## [Problem details]
Could you write out every record below exactly, leaving the pictures out?

## [Data records]

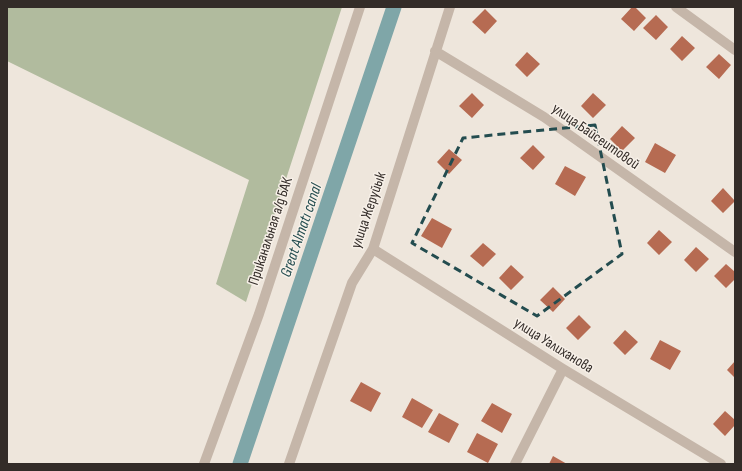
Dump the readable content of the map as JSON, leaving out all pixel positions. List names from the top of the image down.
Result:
{
  "streets": {
    "street": [
      "улица Байсеитовой",
      "улица Жеруйык",
      "Приканальная а/д БАК",
      "улица Уалиханова"
    ]
  },
  "crossings": [
    ["улица Байсеитовой", "улица Жеруйык"],
    ["улица Жеруйык", "улица Уалиханова"]
  ],
  "water": ["Great Almatı canal"]
}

## [The completed task]
Dump the readable content of the map as JSON, leaving out all pixel positions. List names from the top of the image down.
Result:
{
  "streets": {
    "street": [
      "улица Байсеитовой",
      "улица Жеруйык",
      "Приканальная а/д БАК",
      "улица Уалиханова"
    ]
  },
  "crossings": [
    ["улица Байсеитовой", "улица Жеруйык"],
    ["улица Жеруйык", "улица Уалиханова"]
  ],
  "water": ["Great Almatı canal"]
}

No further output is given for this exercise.